I am stack with the following problem: Consider the following eigenvalue problem $$ u \in H_B(0,1), \; \langle Lu, Lv\rangle = \lambda (\alpha \langle u, v\rangle + \langle u', v'\rangle) \; \forall v\in H_B(0,1),$$ where $$H_B(0,1) = \begin{cases} \{u \in H^2(0,1): u(0) = u(1) = 0\},&\text{if}\quad B = 0,\\ \\ \{u \in H^2(0,1): u'(0) = u'(1) = 0\},& \text{if}\quad B = 1, \end{cases} $$ $$Lu:= -du'' + cu, \; d>0, \;c\in C[0,1] $$ and $$\alpha>0.$$ I need to show that the spectrum of the problem above consists of eigenvalues which are real and converge to infinity.
My initial thought was it to use the spectral theorem for the compact self-adjoint operators. After rewriting the problem above in strong formulation as \begin{equation} L^\ast L u = \lambda (\alpha u + u''), \; u \in \tilde{H}_B(0,1), \end{equation} where \begin{equation} \tilde{H}_B(0,1) = \begin{cases} \{u \in H^4(0,1): u(0) = u(1) = 0\},&\text{if}\quad B = 0,\\ \\ \{u \in H^4(0,1): u'(0) = u'(1) = 0\},& \text{if}\quad B = 1, \end{cases} \end{equation} I wanted to show that the operator $(L^\ast L + \sigma I)^{-1}$ is compact and self-adjoint. If this is the case, then from the spectral theorem one can conclude that there exists the orthonormal basis $\varphi_k$ of $L^2(0,1)$ of the eigenfunctions of $(L^\ast L + \sigma I)^{-1}$ and the corresponding sequence of eigenvalues $\mu_k$ is real and converges to $0$.

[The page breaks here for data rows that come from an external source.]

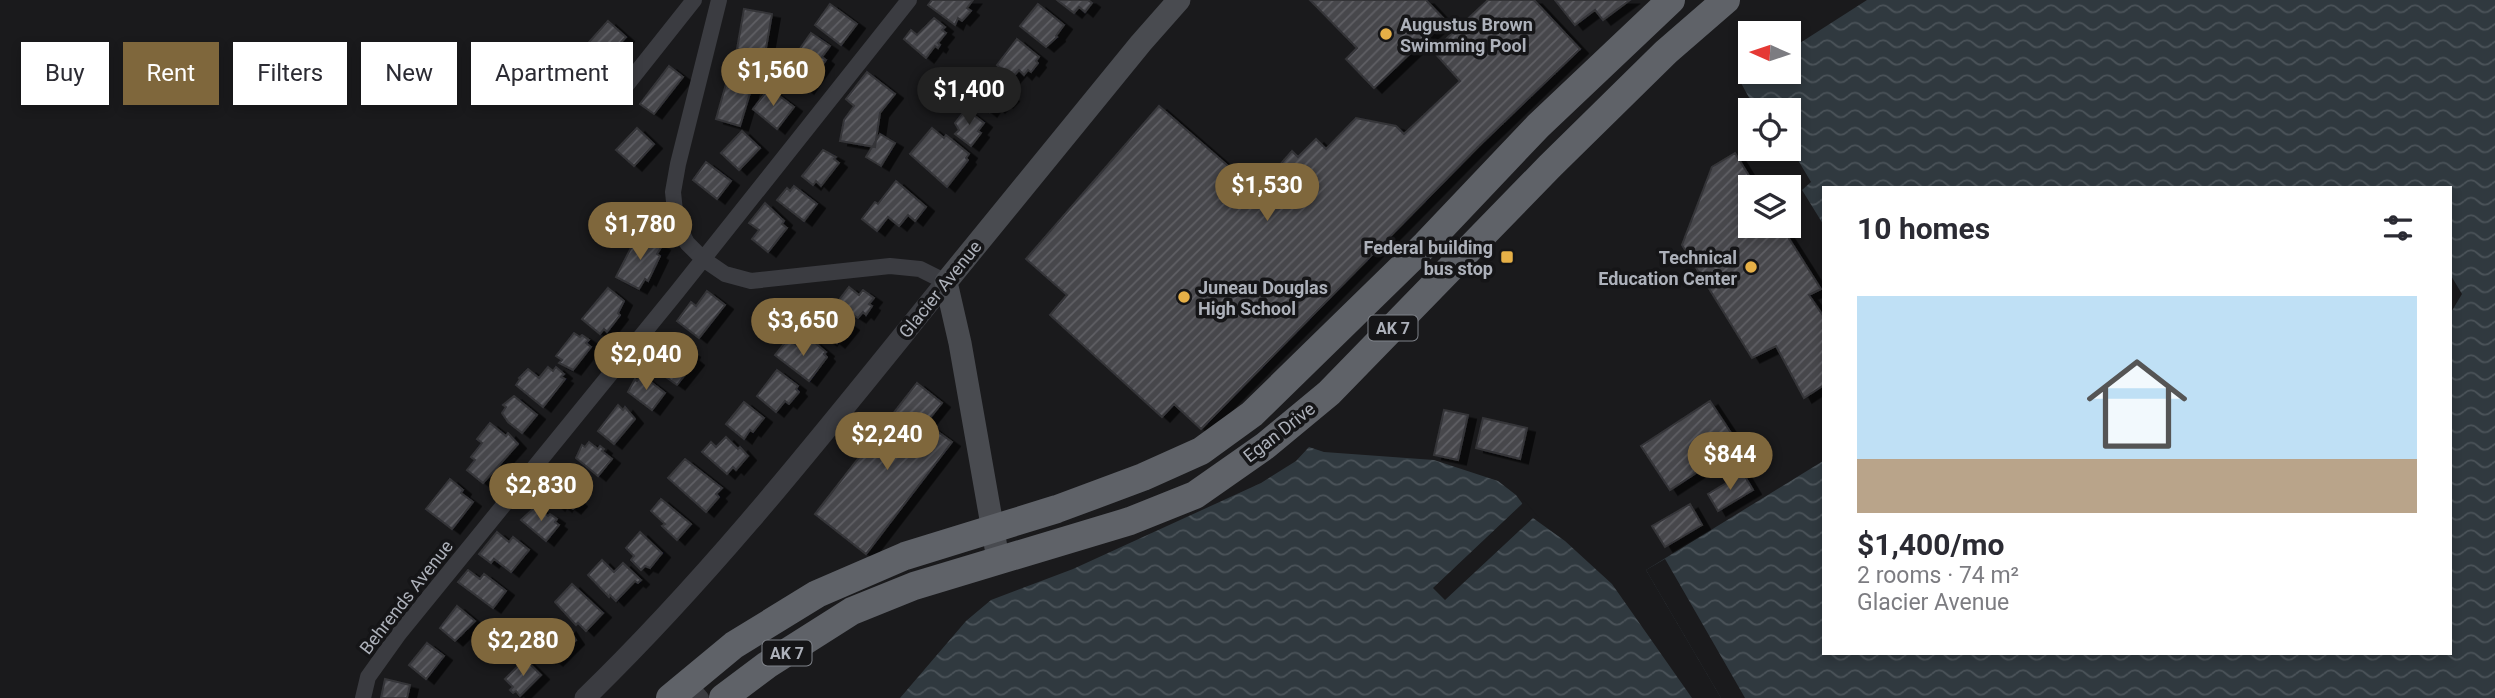 <!DOCTYPE html>
<meta charset="utf-8">
<style>
:root{--surface:#fff;--page:#f7f7f7;--text:#2b2b33;--muted:#7c7c81;--line:#e1e1e2;--accent:#7f673c}
body{margin:0;font-family:Roboto,sans-serif;background:var(--page);color:var(--text);height:100vh;display:flex;flex-direction:column;font-size:26px;white-space:nowrap}
*{box-sizing:border-box;margin:0}
p{font-size:23px;color:var(--muted)}
.icon{flex:none;width:38px;height:38px;fill:none;stroke:currentColor;stroke-width:2;stroke-linecap:round;stroke-linejoin:round}
.map{position:relative;flex:1;overflow:hidden}
.side{position:absolute;left:1822px;top:186px;width:630px;height:469px;display:flex;flex-direction:column;background:var(--surface);border-radius:0px;box-shadow:0 4px 10px #0003}
.side>*{flex:none}
.hud{position:absolute;left:21px;top:42px;width:665px;height:63px;display:flex;gap:14px}
.needle{width:46px;rotate:273deg}
.tools{position:absolute;left:1738px;top:21px;display:grid;gap:14px}
.tools a{display:grid;place-items:center;width:63px;height:63px;border-radius:0px;background:var(--surface);box-shadow:0 4px 10px #0003;font-size:35px}
.price{position:absolute;translate:-50% -60px;padding:0 16px;border-radius:24px;background:var(--accent);color:#fff;font-size:23px;line-height:46px;filter:drop-shadow(0 2px 4px #0008)}
.price::after{content:'';position:absolute;left:50%;top:42px;width:21px;height:16px;margin-left:-10px;background:inherit;clip-path:polygon(0 0,100% 0,50% 100%)}
.price.on{background:#222;color:#fff}
ul{padding:0;list-style:none}
li{display:grid;align-content:center;gap:14px;height:371px;padding:0 35px}
li+li{border-top:2px solid var(--line)}
li span{display:grid;place-items:center;height:217px;border-radius:0px;color:#555}
li>.icon{margin-inline-start:auto}
span .icon{width:126px;height:126px;fill:#fffc;stroke-width:1}
li b{font-size:30px}
h2{display:flex;justify-content:space-between;align-items:center;height:84px;padding:0 35px;font-size:30px}
.pill{padding:0 24px;border-radius:0px;background:var(--surface);box-shadow:0 4px 10px #0003;font-size:24px;line-height:63px}
.pill.on{background:var(--accent);color:#fff}
.map>svg:first-child{display:block}
</style>
<div class="map">
<svg width="2495" height="698" viewBox="0 0 2495 698">
<defs>
<pattern id="water-waves" width="16" height="10" patternUnits="userSpaceOnUse" patternTransform="scale(1.75)"><rect width="16" height="10" fill="#30393f"/><path d="M0 5q4-4 8 0t8 0" fill="none" stroke="#4b5359"/></pattern>
<pattern id="building-hatch" width="6" height="6" patternUnits="userSpaceOnUse" patternTransform="scale(1.75)"><rect width="6" height="6" fill="#47474c"/><path d="M-1 1l2-2M0 6l6-6M5 7l2-2" fill="none" stroke="#5f5f64"/></pattern>
<filter id="shadow"><feDropShadow dx="8" dy="4.5" stdDeviation="0" flood-color="#0009"/></filter>
</defs>
<rect width="100%" height="100%" fill="#1a1a1c"/>
<path fill="url(#water-waves)" d="M 1867,0 L 2495,0 L 2495,698 L 1721,698 L 1646,570 L 1823,461 L 1824,653 L 2450,653 L 2450,314 L 2462,294 L 2450,274 L 2450,187 L 1824,187 L 1823,224 L 1802,190 L 1811,182 L 1789,145 L 1788,110 L 1758,110 L 1753,105 L 1741,83 L 1758,72 L 1788,72 L 1789,50 Z
M 1309,447 L 1324,452 L 1434,460 L 1498,481 L 1516,495 L 1533,518 L 1565,541 L 1612,584 L 1692,698 L 900,698 L 966,621 L 991,600 L 1073,569 L 1261,483 L 1296,461 Z"/>
<path fill="#1a1a1c" d="M 1524,500 L 1539,518 L 1533,518 L 1445,600 L 1433,588 L 1522,504 Z
M 1665,559 L 1676,578 L 1745,698 L 1721,698 L 1646,570 Z"/>
<path fill="url(#building-hatch)" stroke="#343438" stroke-width="2" filter="url(#shadow)" d="M 932,0 L 973,0 L 967,8 L 971,11 L 962,21 L 958,18 L 955,25 L 928,5 Z
M 1057,0 L 1088,0 L 1092,3 L 1085,12 L 1079,7 L 1074,13 Z
M 1310,0 L 1426,0 L 1445,20 L 1374,88 L 1346,59 L 1357,48 Z
M 1488,0 L 1534,0 L 1580,49 L 1479,146 L 1201,429 L 1174,404 L 1162,417 L 1050,315 L 1067,295 L 1026,259 L 1159,106 L 1257,191 L 1292,151 L 1298,157 L 1316,139 L 1326,149 L 1356,118 L 1396,126 L 1404,134 L 1460,81 L 1433,51 Z
M 1555,0 L 1630,0 L 1603,20 L 1595,10 L 1575,25 Z
M 830,4 L 857,24 L 841,45 L 815,25 Z
M 1038,4 L 1064,25 L 1056,36 L 1057,37 L 1046,47 L 1020,26 Z
M 744,9 L 772,14 L 765,54 L 737,49 Z
M 934,18 L 945,27 L 942,30 L 946,33 L 938,43 L 940,45 L 938,48 L 935,46 L 926,58 L 904,39 L 911,30 L 917,35 Z
M 608,21 L 626,37 L 600,65 L 583,49 Z
M 811,33 L 830,46 L 822,57 L 826,60 L 806,89 L 783,73 Z
M 1017,39 L 1039,57 L 1036,61 L 1038,63 L 1031,72 L 1028,70 L 1024,75 L 1019,70 L 1012,78 L 997,65 Z
M 568,56 L 584,69 L 560,98 L 544,85 Z
M 732,63 L 757,70 L 740,126 L 716,119 Z
M 669,66 L 683,77 L 654,114 L 640,104 Z
M 867,72 L 895,94 L 880,113 L 875,147 L 840,141 L 844,120 L 854,106 L 846,99 Z
M 994,74 L 1012,89 L 1008,95 L 1011,97 L 1005,103 L 1003,102 L 997,108 L 994,105 L 989,112 L 973,99 Z
M 769,88 L 794,107 L 777,129 L 753,109 Z
M 966,109 L 984,123 L 978,131 L 981,133 L 971,146 L 955,134 L 959,130 L 955,123 Z
M 637,128 L 654,144 L 634,166 L 616,150 Z
M 932,128 L 944,138 L 946,135 L 969,154 L 966,158 L 968,160 L 947,187 L 910,154 Z
M 742,131 L 760,148 L 739,170 L 721,153 Z
M 880,134 L 895,143 L 881,166 L 866,157 Z
M 823,150 L 836,157 L 834,159 L 839,163 L 821,186 L 816,181 L 813,185 L 802,176 Z
M 1735,153 L 1756,187 L 1750,187 L 1750,226 L 1781,226 L 1821,289 L 1809,295 L 1824,317 L 1824,385 L 1804,398 L 1776,346 L 1752,358 L 1682,245 L 1712,167 Z
M 706,162 L 731,181 L 717,199 L 693,180 Z
M 896,181 L 926,207 L 915,221 L 908,215 L 899,226 L 888,217 L 877,231 L 862,219 L 875,202 L 878,204 Z
M 794,186 L 817,204 L 804,221 L 777,200 L 787,188 L 790,191 Z
M 765,203 L 784,221 L 782,224 L 787,228 L 768,252 L 752,239 L 759,230 L 749,223 Z
M 638,234 L 662,246 L 657,254 L 660,256 L 648,281 L 645,279 L 639,289 L 616,277 Z
M 849,287 L 859,295 L 863,290 L 874,298 L 869,304 L 872,306 L 866,315 L 863,312 L 858,318 L 836,304 Z
M 608,288 L 624,301 L 618,313 L 620,315 L 607,332 L 604,329 L 600,334 L 582,319 Z
M 707,291 L 725,305 L 699,338 L 677,321 L 691,302 L 696,306 Z
M 827,307 L 833,311 L 835,308 L 845,317 L 843,320 L 851,326 L 837,343 L 831,338 L 829,341 L 821,335 L 824,332 L 814,324 Z
M 574,333 L 580,337 L 582,335 L 589,340 L 586,343 L 591,347 L 573,370 L 559,363 L 562,360 L 556,356 Z
M 670,336 L 692,353 L 690,356 L 696,361 L 677,385 L 639,358 L 649,345 L 658,352 Z
M 788,339 L 804,351 L 813,341 L 826,352 L 824,354 L 827,357 L 809,381 L 775,355 Z
M 548,367 L 553,371 L 556,367 L 564,374 L 561,377 L 565,379 L 543,407 L 516,385 L 520,379 L 519,378 L 528,369 L 539,378 Z
M 777,370 L 798,386 L 796,389 L 799,392 L 789,404 L 785,401 L 776,412 L 757,396 Z
M 642,375 L 665,393 L 652,410 L 628,392 L 635,379 L 637,381 Z
M 917,383 L 942,403 L 926,423 L 952,442 L 866,554 L 815,514 Z
M 514,396 L 537,415 L 522,433 L 508,422 L 502,413 L 506,407 L 503,405 Z
M 1710,401 L 1739,445 L 1670,490 L 1641,446 Z
M 744,402 L 764,418 L 753,432 L 750,430 L 744,439 L 726,424 Z
M 618,405 L 623,410 L 625,407 L 635,419 L 614,444 L 598,431 Z
M 1444,410 L 1468,415 L 1458,460 L 1434,455 Z
M 1483,418 L 1527,428 L 1520,459 L 1476,448 Z
M 490,423 L 506,436 L 508,433 L 518,444 L 483,483 L 467,470 L 475,460 L 471,457 L 482,443 L 477,439 Z
M 726,437 L 738,449 L 740,447 L 748,456 L 736,470 L 733,467 L 727,474 L 702,452 L 711,442 L 716,447 Z
M 589,442 L 598,449 L 600,446 L 604,449 L 602,451 L 612,459 L 598,476 L 576,458 L 582,445 L 585,447 Z
M 685,459 L 722,488 L 716,494 L 719,497 L 706,512 L 668,478 Z
M 565,470 L 571,475 L 573,472 L 579,477 L 577,480 L 584,486 L 581,490 L 579,488 L 572,496 L 579,502 L 573,509 L 566,504 L 564,507 L 559,503 L 557,506 L 546,497 Z
M 1743,473 L 1753,490 L 1718,511 L 1708,494 Z
M 450,479 L 463,490 L 461,493 L 473,502 L 452,529 L 426,509 Z
M 661,499 L 691,524 L 677,540 L 662,526 L 665,524 L 651,511 Z
M 1690,504 L 1702,525 L 1665,547 L 1652,526 Z
M 536,506 L 548,516 L 550,514 L 557,519 L 555,522 L 559,525 L 546,541 L 521,520 Z
M 497,532 L 509,542 L 513,537 L 529,550 L 511,572 L 494,559 L 491,563 L 479,554 Z
M 640,532 L 662,553 L 650,568 L 645,566 L 641,570 L 631,560 L 634,556 L 626,548 Z
M 602,560 L 614,572 L 623,563 L 641,580 L 638,583 L 635,581 L 616,601 L 610,595 L 609,597 L 588,575 Z
M 468,570 L 480,579 L 484,574 L 506,591 L 493,608 L 458,582 Z
M 572,584 L 603,613 L 586,631 L 578,623 L 576,625 L 555,602 Z
M 457,606 L 475,621 L 455,641 L 440,628 Z
M 560,626 L 565,631 L 568,628 L 576,640 L 555,661 L 550,657 L 548,659 L 540,646 Z
M 427,643 L 444,656 L 426,679 L 409,665 Z
M 525,659 L 541,675 L 520,696 L 516,691 L 513,693 L 510,690 L 513,687 L 505,679 Z
M 385,679 L 410,685 L 407,698 L 381,698 Z"/>
<g fill="none" stroke-linecap="round" stroke-linejoin="round">
<path stroke="#3b3c41" stroke-width="16" d="M 719,0 L 678,164 L 673,192 L 676,221 L 687,243 L 703,259 L 725,274 L 751,281 L 890,266 L 920,269 L 946,282
M 621,92 L 694,0
M 688,683 L 701,698
M 363,698 L 368,677 L 398,635 L 677,292 L 909,0"/>
<path stroke="#3b3c41" stroke-width="21" d="M 585,698 C 717,570 830,425 946,282"/>
<path stroke="#494b50" stroke-width="23" d="M 998,559 L 960,343 L 946,282 L 1141,43 L 1179,0"/>
<path stroke="#5f6268" stroke-width="28" d="M 670,698 L 734,645 L 817,594 L 905,556 L 1057,509 L 1143,477 L 1201,451 L 1252,414 L 1426,244 L 1538,126 L 1671,0
M 723,698 L 767,665 L 852,611 L 914,586 L 1130,521 L 1195,495 L 1265,446 L 1329,393 L 1550,166 L 1666,52 L 1726,0"/>
</g>
<g fill="#e6b047" stroke="#151517" stroke-width="2.5">
<circle cx="1386" cy="34" r="7"/>
<rect x="1500" y="250" width="14" height="14" rx="3.5"/>
<circle cx="1751" cy="267" r="7"/>
<circle cx="1184" cy="297" r="7"/>
</g>
<g text-anchor="middle" dominant-baseline="central" stroke-width="7" stroke-linejoin="round" paint-order="stroke">
<g fill="#151517" stroke="#7f8289" stroke-width="2">
<rect x="1368.5" y="315.5" width="49" height="25" rx="5"/>
<rect x="762.5" y="640.5" width="49" height="25" rx="5"/>
</g>
<g font-size="16" font-weight="bold" fill="#adb1ba">
<text x="1393" y="328">AK 7</text>
<text x="787" y="653">AK 7</text>
</g>
<g font-size="18" font-weight="bold" fill="#adb1ba" stroke="#151517" text-anchor="start">
<text x="1400" y="24">Augustus Brown<tspan x="1400" dy="21">Swimming Pool</tspan></text>
<text x="1493" y="247" text-anchor="end">Federal building<tspan x="1493" dy="21">bus stop</tspan></text>
<text x="1737" y="257" text-anchor="end">Technical<tspan x="1737" dy="21">Education Center</tspan></text>
<text x="1198" y="287">Juneau Douglas<tspan x="1198" dy="21">High School</tspan></text>
</g>
<g font-size="18" fill="#adb1ba" stroke="#151517">
<text transform="translate(940 289) rotate(-51)">Glacier Avenue</text>
<text transform="translate(1279 432) rotate(-38)">Egan Drive</text>
<text transform="translate(406 597) rotate(-52)">Behrends Avenue</text>
</g>
</g>
</svg>
<div class="tools">
<a><svg class="needle" viewBox="-14 -14 28 28"><path d="M0-13l5 13h-10z" fill="#e53935"/><path d="M0 13l5-13h-10z" fill="#7c7c81"/></svg></a>
<a><svg class="icon" aria-label="locate" viewBox="0 0 24 24"><circle cx="12" cy="12" r="6"/><path d="M12 2v4M12 18v4M2 12h4M18 12h4"/></svg></a>
<a><svg class="icon" aria-label="layers" viewBox="0 0 24 24"><path d="M12 4l9 5-9 5-9-5zM3 14l9 5 9-5"/></svg></a>
</div>
<b class="price" style="left:773px;top:108px">$1,560</b>
<b class="price on" style="left:969px;top:127px">$1,400</b>
<b class="price" style="left:1267px;top:223px">$1,530</b>
<b class="price" style="left:640px;top:262px">$1,780</b>
<b class="price" style="left:803px;top:358px">$3,650</b>
<b class="price" style="left:646px;top:392px">$2,040</b>
<b class="price" style="left:887px;top:472px">$2,240</b>
<b class="price" style="left:1730px;top:492px">$844</b>
<b class="price" style="left:541px;top:523px">$2,830</b>
<b class="price" style="left:523px;top:678px">$2,280</b>
<div class="hud">
<a class="pill">Buy</a>
<a class="pill on">Rent</a>
<a class="pill">Filters</a>
<a class="pill">New</a>
<a class="pill">Apartment</a>
</div>
<section class="side">
<h2>10 homes<svg class="icon" aria-label="filters" viewBox="0 0 24 24"><path d="M4 7h16M4 17h16"/><circle cx="9" cy="7" r="2"/><circle cx="15" cy="17" r="2"/></svg></h2>
<ul>
<li><span style="background:linear-gradient(#bfe0f5 75%,#b9a48a 0)"><svg class="icon" aria-label="home" viewBox="0 0 24 24"><path d="M3 11l9-7 9 7M6 9v11h12V9"/></svg></span><div><b>$1,400/mo</b><p>2 rooms · 74 m²</p><p>Glacier Avenue</p></div></li>
</ul>
</section>
</div>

Honestly, I don't really know how to proceed with this problem further and would appreciate any help and useful hints. I think, that showing self-adjointness is not problematic, but how to show compactness? I feel like I should consider an operator of the form $E(L^\ast L + \sigma I)^{-1} : L^2(0,1)\to L^2(0,1)$ where $E$ is a suitable compact embedding? Am I on the right track here? Is considering the strong formulation of the above eigenvalue problem is a good idea in general?
Thank you very much for your help in advance!